Studies on other species have demonstrated that interpopulation divergence at the COII locus can reach nearly 20% at the nucleotide level, with numerous nonsynonymous substitutions . This substantial variation suggests that MT-CO2 may serve as a valuable marker for investigating evolutionary processes, population divergence, and adaptive selection in rodents, including Berylmys bowersi and related species.

What novel applications might emerge from structural studies of Berylmys bowersi MT-CO2?

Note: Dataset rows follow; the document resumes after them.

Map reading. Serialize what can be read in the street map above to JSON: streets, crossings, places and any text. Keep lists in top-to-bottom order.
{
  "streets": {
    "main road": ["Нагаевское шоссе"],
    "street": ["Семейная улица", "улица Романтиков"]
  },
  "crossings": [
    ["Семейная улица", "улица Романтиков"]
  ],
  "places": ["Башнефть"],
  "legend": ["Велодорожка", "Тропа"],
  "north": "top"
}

Structural characterization of Berylmys bowersi MT-CO2 could enable several innovative research applications:

• Structure-based inhibitor design:

  • Development of species-specific modulators targeting unique structural features

  • Design of research tools for probing electron transport mechanisms

  • Potential therapeutic applications targeting homologous proteins in disease models

• Protein engineering approaches:

  • Creation of chimeric proteins to investigate domain-specific functions

  • Development of optimized recombinant versions with enhanced stability or activity

  • Engineering of biosensor applications based on conformational changes

• Comparative structural biology:

  • Analysis of species-specific structural adaptations in the electron transport chain

  • Investigation of structural basis for functional differences between species

  • Understanding of evolutionary constraints on protein structure

Molecular docking studies have already demonstrated the value of structural information in understanding interactions between cytochrome c oxidase subunit II and small molecules . Expanded structural characterization of Berylmys bowersi MT-CO2 would provide a foundation for sophisticated structure-function analyses and potential biotechnological applications.